Et un centre de détention océanique…

L'histoire récente de l'île est davantage liée à celle des migrations humaines depuis le Moyen-Orient et l’Asie, et à leur sévère répression par le gouvernement australien. Christmas Island est devenue au fil du temps l'un des principaux points de passage pour les réfugiés cherchant à gagner l'Australie, notamment en provenance d'Irak, d'Afghanistan ou du Sri Lanka, et transitant par l'Indonésie, distante de seulement quelques petites centaines de milles marins. L'île abrite depuis 2001 le plus grand centre de rétention australien, destiné à l’incarcération des migrants débarqués clandestinement, ou interceptés en mer. Il hébergeait un millier de détenus lors de notre passage, en attente d’un hypothétique visa et plus vraisemblablement d’un rapatriement dans leur pays d’origine. C’est un centre extrêmement moderne, avec caméras de vidéosurveillance, micros de détection, portes électriques, grillages électrifiés, détecteurs de mouvements, surveillance par micro-ondes, bornes d'identification des détenus, quartier pour enfants, etc. Lors de notre passage du détroit de Torrès, et notre cheminement le long des Northern Territories australiens, quelques mois plus tôt, nous avions vite compris que les Australiens ne plaisantaient pas avec l’immigration clandestine et la protection de leurs frontières ! Survol journalier de notre voilier, identification systématique des membres d’équipage, interrogatoire VHF inlassablement réitéré chaque jour… D’énormes moyens maritimes et aériens y sont consacrés, et la stratégie anti-immigration de l’Australie va jusqu’à fournir gracieusement aux îles périphériques du Pacifique des vedettes d’interception que celles-ci n’ont pas les moyens de s’offrir…

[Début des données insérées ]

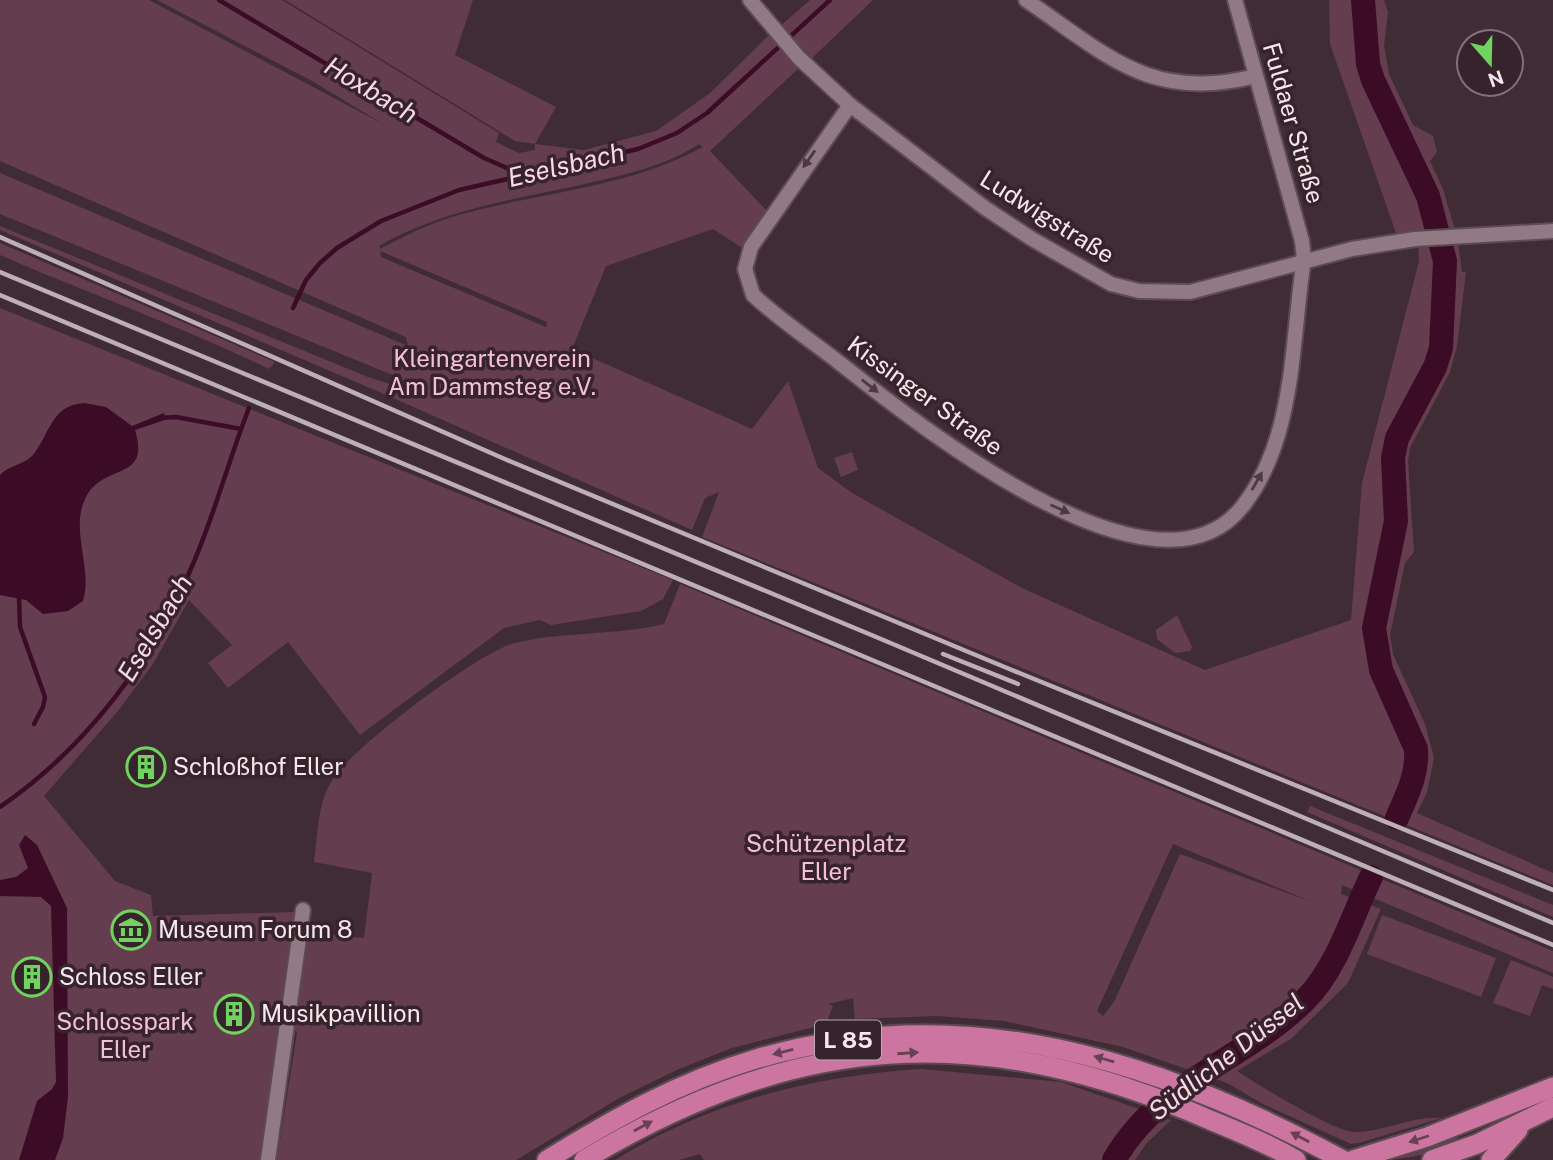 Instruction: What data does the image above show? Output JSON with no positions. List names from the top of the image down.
{
  "streets": {
    "main road": ["L 85"],
    "street": ["Fuldaer Straße", "Ludwigstraße", "Kissinger Straße"]
  },
  "crossings": [
    ["Fuldaer Straße", "Ludwigstraße"],
    ["Fuldaer Straße", "Kissinger Straße"],
    ["Ludwigstraße", "Kissinger Straße"]
  ],
  "water": ["Hoxbach", "Eselsbach", "Südliche Düssel"],
  "parks": ["Kleingartenverein Am Dammsteg e.V.", "Schützenplatz Eller", "Schlosspark Eller"],
  "places": {
    "building": ["Schloßhof Eller", "Schloss Eller", "Musikpavillion"],
    "museum": ["Museum Forum 8"]
  },
  "north": "bottom"
}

Le camp de rétention de Christmas Island est parfois comparé à celui de Guantanamo, à Cuba. Nous nous sommes laissé dire sur place que les Américains avaient envisagé de louer les installations carcérales de Christmas Island pendant les opérations militaires menées en Irak et en Afghanistan. Les côtes de l'île Christmas, idéalement placée pour la migration clandestine, ont connu hélas des naufrages tragiques qui ont fait plusieurs dizaines de morts ces deux dernières décennies. Le 15 décembre 2010, le naufrage dans du mauvais temps d’une embarcation de migrants sur la côte nord de l'île Christmas fit 27 morts et 36 blessés. Les images vidéo tournées par certains habitants de l’île avaient alors fait le tour du monde. Les conditions dans lesquelles est intervenu ce naufrage ont ébranlé le gouvernement australien, accusé d’être volontairement peu intervenu pour limiter les conséquences humaines du drame. Depuis cet évènement croise en permanence au large de Christmas Island un patrouilleur ultramoderne de la marine australienne. Au cours de notre séjour au mouillage peu abrité de Flying Fish Cove, nous n’avons jamais cessé de voir sa silhouette toute militaire évoluer à proximité de l’île. La mission première de ce chien de garde suréquipé est d’appréhender les migrants arrivant par la mer, généralement à bord d’embarcations de fortune. Il est également officiellement présent pour éviter que ne se reproduise une telle tragédie et pour apaiser une opinion publique australienne traumatisée par les images filmées par les insulaires, et diffusées par les médias… Lors de notre séjour à Christmas, l’arrivée d’une embarcation clandestine préalablement repérée par avion était annoncée, et la tension des forces de l’ordre était palpable sur l’île.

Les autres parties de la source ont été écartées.